Jharkhand has once again been placed under President’s rule and that too without dissolving the Vidhan Sabha. The Central government imposed President’s rule in the state for the third time since its formation on 18 February. Imposition of President’s rule without dissolution of the Vidhan Sabha has sent out the message that the Congress party has come to power in the state through the back door and that the period of President’s rule will be used by the party to refurbish its sullied image. The Congress party is
trying to use JMM as a tool for this purpose. On the other hand, the imposition of President’s rule and the suspension of the Vidhan Sabha has enraged the opposition.
President’s rule is imposed in a state under Article 356 of the Constitution “when a situation has arisen in which the government of a state cannot be carried on in accordance with the provisions of the Constitution”. The question is whether the Vidhan Sabha continues to exist even after the proclamation of the President’s rule or it should be considered as dissolved automatically. After Uttar Pradesh was placed under President’s rule in 1968, the Vidhan Sabha continued to be in existence for two months. Whereas, when President’s rule was imposed in West Bengal in 1968, the Assembly was dissolved with immediate effect.

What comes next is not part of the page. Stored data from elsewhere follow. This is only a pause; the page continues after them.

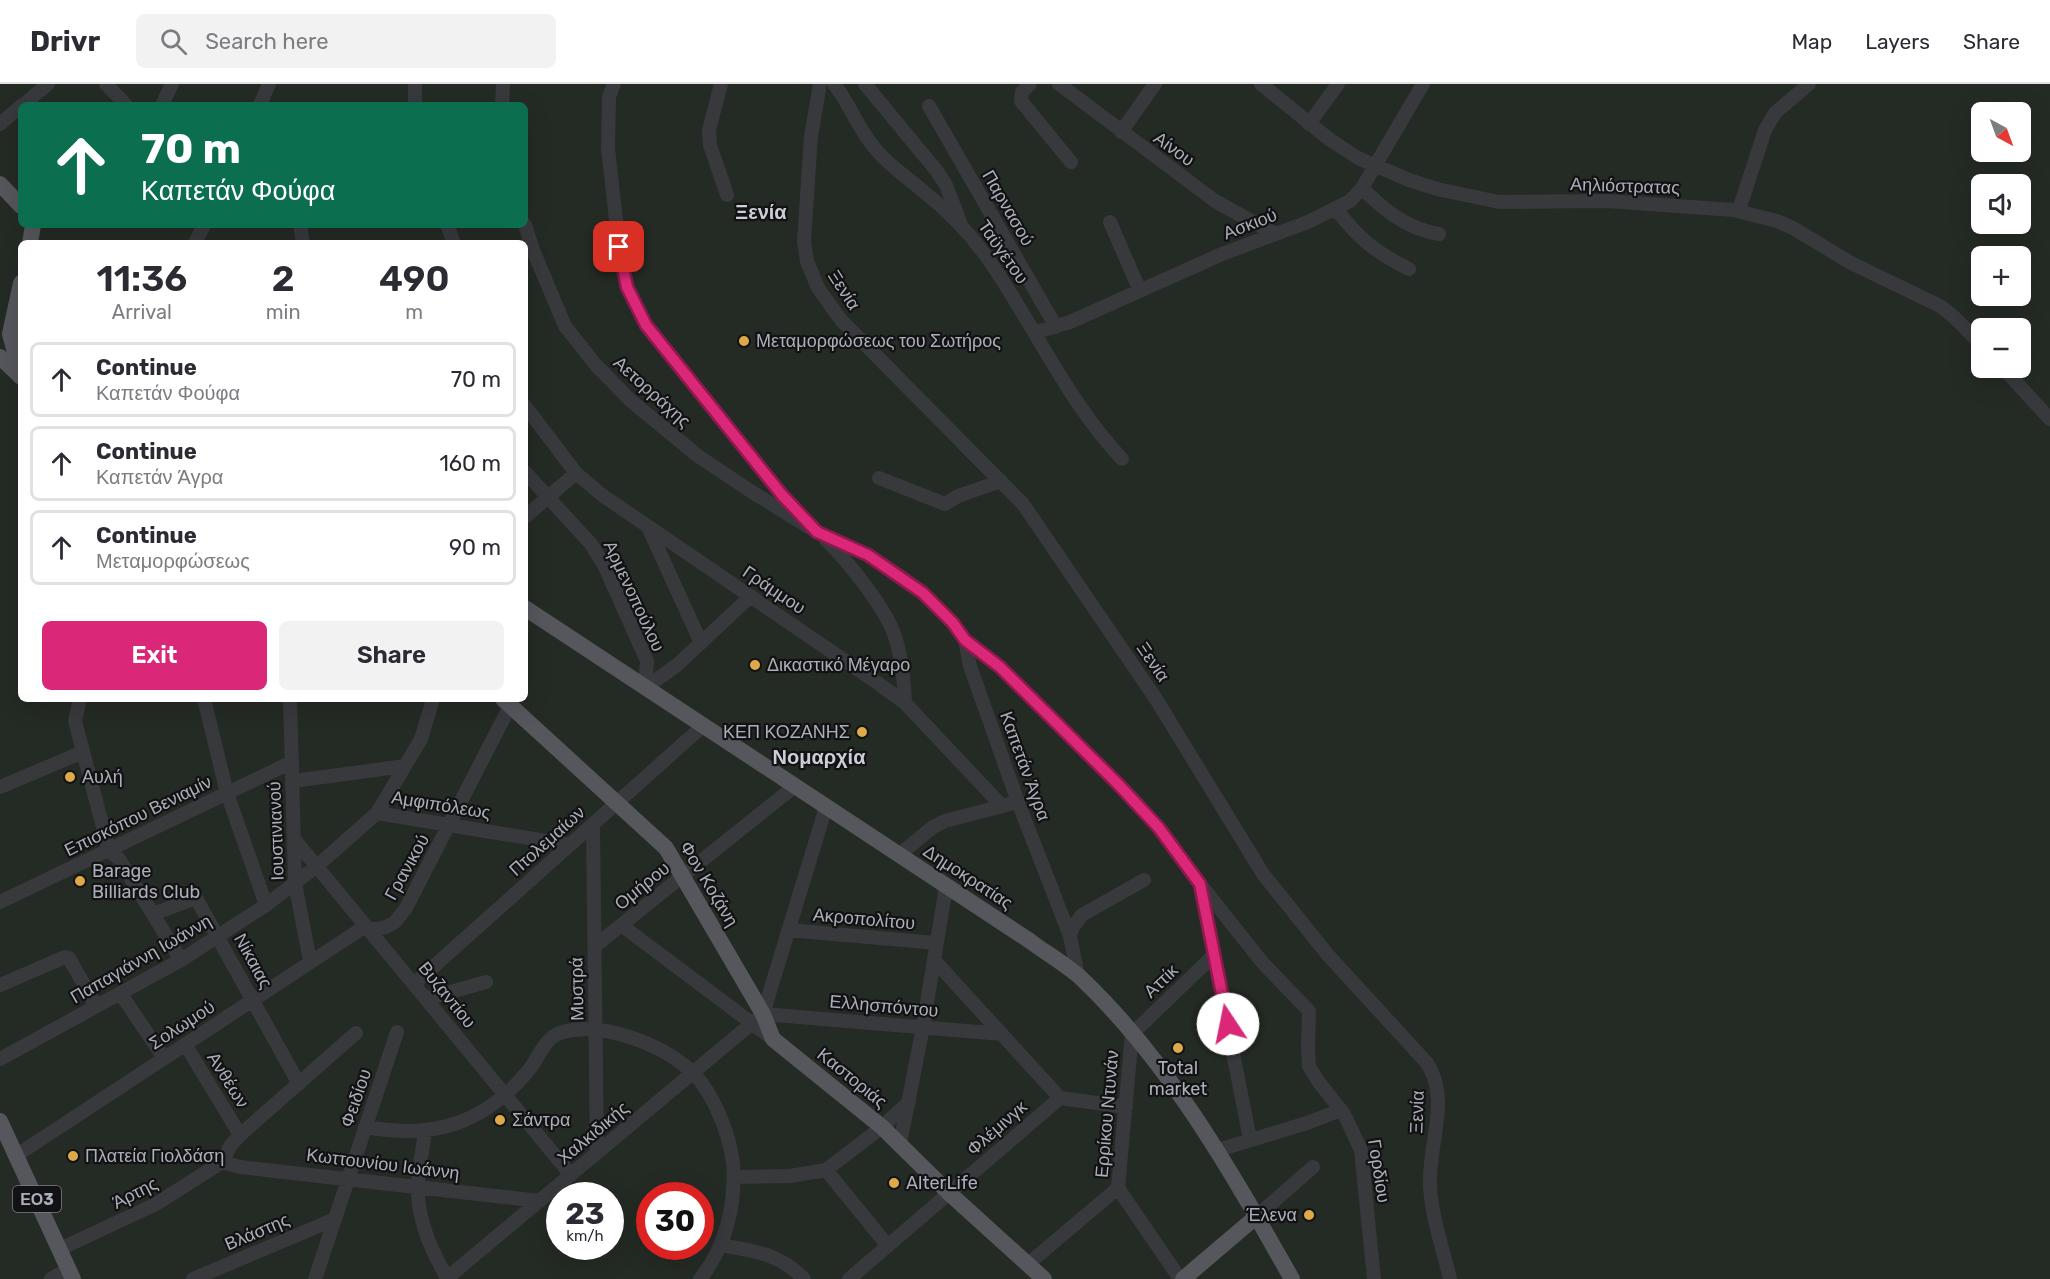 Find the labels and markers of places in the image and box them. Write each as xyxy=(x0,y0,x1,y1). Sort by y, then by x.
pin xyxy=(593,221,644,272)
place label: Μεταμορφώσεως του Σωτήρος xyxy=(756,330,1001,352)
marker: Μεταμορφώσεως του Σωτήρος xyxy=(737,334,751,348)
place label: Δικαστικό Μέγαρο xyxy=(767,654,910,676)
marker: Δικαστικό Μέγαρο xyxy=(748,658,762,672)
place label: ΚΕΠ ΚΟΖΑΝΗΣ xyxy=(723,721,850,743)
marker: ΚΕΠ ΚΟΖΑΝΗΣ xyxy=(855,725,869,739)
place label: Αυλή xyxy=(82,766,123,788)
marker: Αυλή xyxy=(63,770,77,784)
place label: Barage Billiards Club xyxy=(92,860,200,903)
marker: Barage Billiards Club xyxy=(73,874,87,888)
marker: Total market xyxy=(1171,1041,1185,1055)
place label: Total market xyxy=(1149,1057,1207,1100)
place label: Σάντρα xyxy=(512,1109,570,1131)
marker: Σάντρα xyxy=(493,1113,507,1127)
place label: Πλατεία Γιολδάση xyxy=(85,1145,224,1167)
marker: Πλατεία Γιολδάση xyxy=(66,1149,80,1163)
place label: AlterLife xyxy=(906,1172,978,1194)
marker: AlterLife xyxy=(887,1176,901,1190)
place label: Έλενα xyxy=(1245,1204,1297,1226)
marker: Έλενα xyxy=(1302,1208,1316,1222)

It is said that history repeats itself. The Congress party sincerely wishes it does. In January 1980, when the Congress returned to power at the Centre under the leadership of Indira Gandhi, the Union council of ministers recommended to the President that the Vidhan Sabhas of nine states be dissolved. The President acted accordingly, and in the elections in these states held in May 1980, the Congress was voted back to power in eight of them. Theoretically, a state’s Vidhan Sabha should be dissolved as soon as President’s rule is imposed but there is also the political precedent of letting the Vidhan Sabha survive even after the imposition of the President’s rule, as was done in case of Uttar Pradesh in 1968.

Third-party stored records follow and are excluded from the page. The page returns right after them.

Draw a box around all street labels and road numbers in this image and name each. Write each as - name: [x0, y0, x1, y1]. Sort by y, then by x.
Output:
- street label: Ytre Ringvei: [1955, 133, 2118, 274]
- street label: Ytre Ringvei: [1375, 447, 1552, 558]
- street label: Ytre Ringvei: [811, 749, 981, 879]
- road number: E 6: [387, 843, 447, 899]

One need not be a genius to realise that post-President’s rule, the Congress has indirectly come to power in Jharkhand. The Congress-led UPA is ruling at the Centre and the President is a gentleman who was once the backbone of the party. It is true that the Congress does not enjoy a good image in the state and the imposition of President’s rule seems to be aimed at preparing the ground for the upcoming Lok Sabha (LS) elections and not giving a new government to the state, as the JMM is hoping. The Congress is unlikely to get a better opportunity to improve its image. The people of Jharkhand are yet to forget that in 2006, the Congress, with the help of its coalition partner RJD, was instrumental in installing a government led by independent MLA Madhu Koda in the state. The state was placed under President’s rule in 2009 and 2010 too but this time, the JMM, despite being in power, fell prey to the political machinations of the Congress and former chief minister Hemant Soren fell between two stools.

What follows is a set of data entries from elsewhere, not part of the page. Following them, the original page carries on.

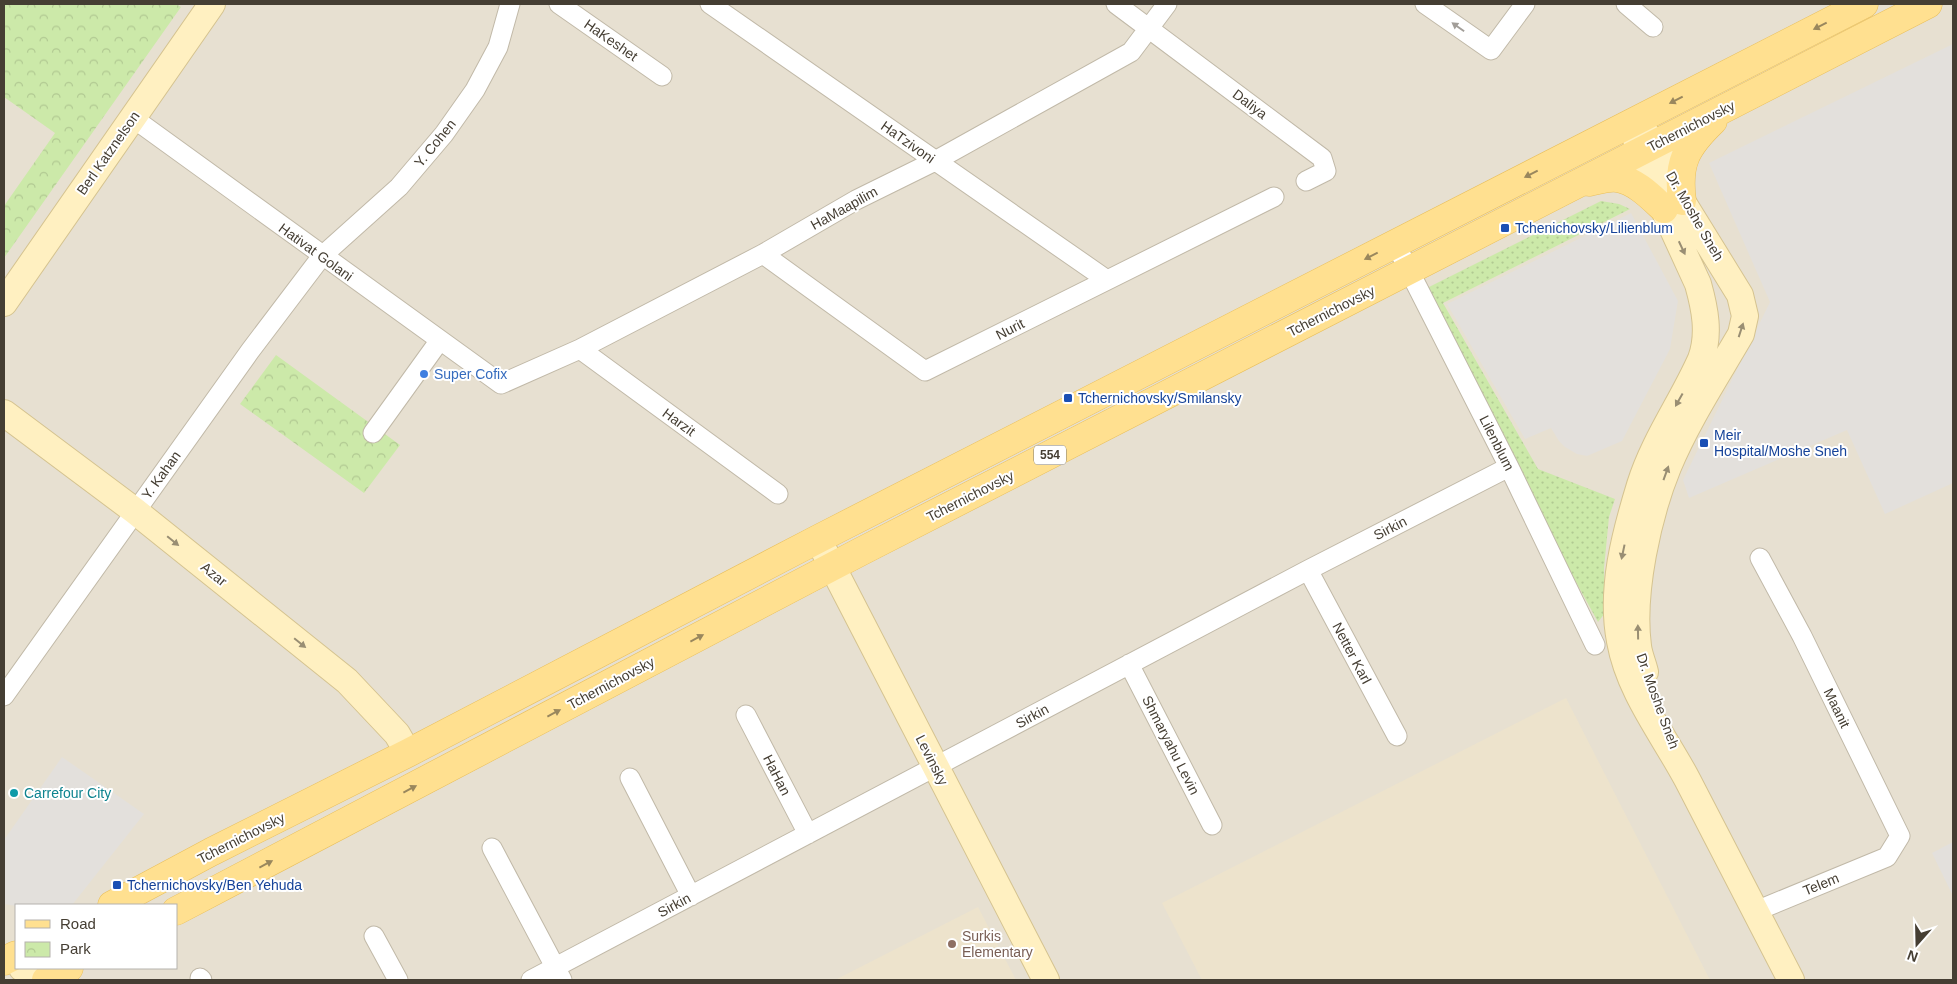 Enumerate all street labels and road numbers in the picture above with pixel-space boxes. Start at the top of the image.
street label: HaKeshet [581,16,641,64]
street label: Daliya [1230,86,1271,122]
street label: Tchernichovsky [1645,97,1737,155]
street label: Berl Katznelson [73,108,143,198]
street label: Y. Cohen [411,116,459,170]
street label: HaTzivoni [878,118,938,166]
street label: Dr. Moshe Sneh [1663,169,1727,263]
street label: HaMaapilim [808,183,880,233]
street label: Hativat Golani [276,220,356,284]
street label: Tchernichovsky [1285,282,1377,340]
street label: Nurit [993,315,1027,343]
street label: Harzit [660,405,699,439]
street label: Lilenblum [1476,413,1518,473]
road number: 554 [1034,446,1066,464]
street label: Y. Kahan [138,448,184,502]
street label: Tchernichovsky [924,467,1016,525]
street label: Sirkin [1371,513,1409,543]
street label: Azar [198,559,230,589]
street label: Netter Karl [1329,620,1375,686]
street label: Dr. Moshe Sneh [1633,651,1683,751]
street label: Tchernichovsky [565,653,657,713]
street label: Maanit [1821,686,1853,730]
street label: Shmaryahu Levin [1139,693,1203,797]
street label: Sirkin [1013,701,1051,731]
street label: Levinsky [913,732,951,788]
street label: HaHan [760,752,794,798]
street label: Tchernichovsky [195,809,287,867]
street label: Telem [1801,870,1841,898]
street label: Sirkin [655,890,693,920]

The Congress High Command is eyeing the LS seats from Jharkhand. Its priority is not a new state government but forging an alliance with the JMM for the upcoming General Elections. Sources say that the Congress will think about the government only after the contours of its alliance with the JMM are clear. The Congress wants 8 of the 14 LS seats in the state for itself. It wants to corner as many seats as possible by uniting the so-called secular forces. That is why it is also in favour of an alliance with the RJD.
Union Minister for Coal Sriprakash Jaiswal, during his brief January-end visit to Jharkhand, categorically stated that the Congress was not interested in forming a government in Jharkhand. He was emphatic that President’s rule was a better alternative for the people of Jharkhand. A hurt JMM responded by setting a two-week deadline for the Congress to make it clear as to whether it would itself form the government in the state or would extend support to the JMM for the purpose.
A once-bitten-twice-shy Congress had burnt its fingers by extending support to the government led by Madhu Koda in 2006. It had to pay a heavy price for it. In an endeavour to improve its image, the Congress party is trying to keep tainted leaders away from power. It’s not that political parties alone are responsible for making a mockery of democracy in Jharkhand. The people are equally to blame for giving one fractured mandate after another. Coalition politics has abysmally failed in the state owing to the vested interests of the politicians. Political reforms are the crying need of the day.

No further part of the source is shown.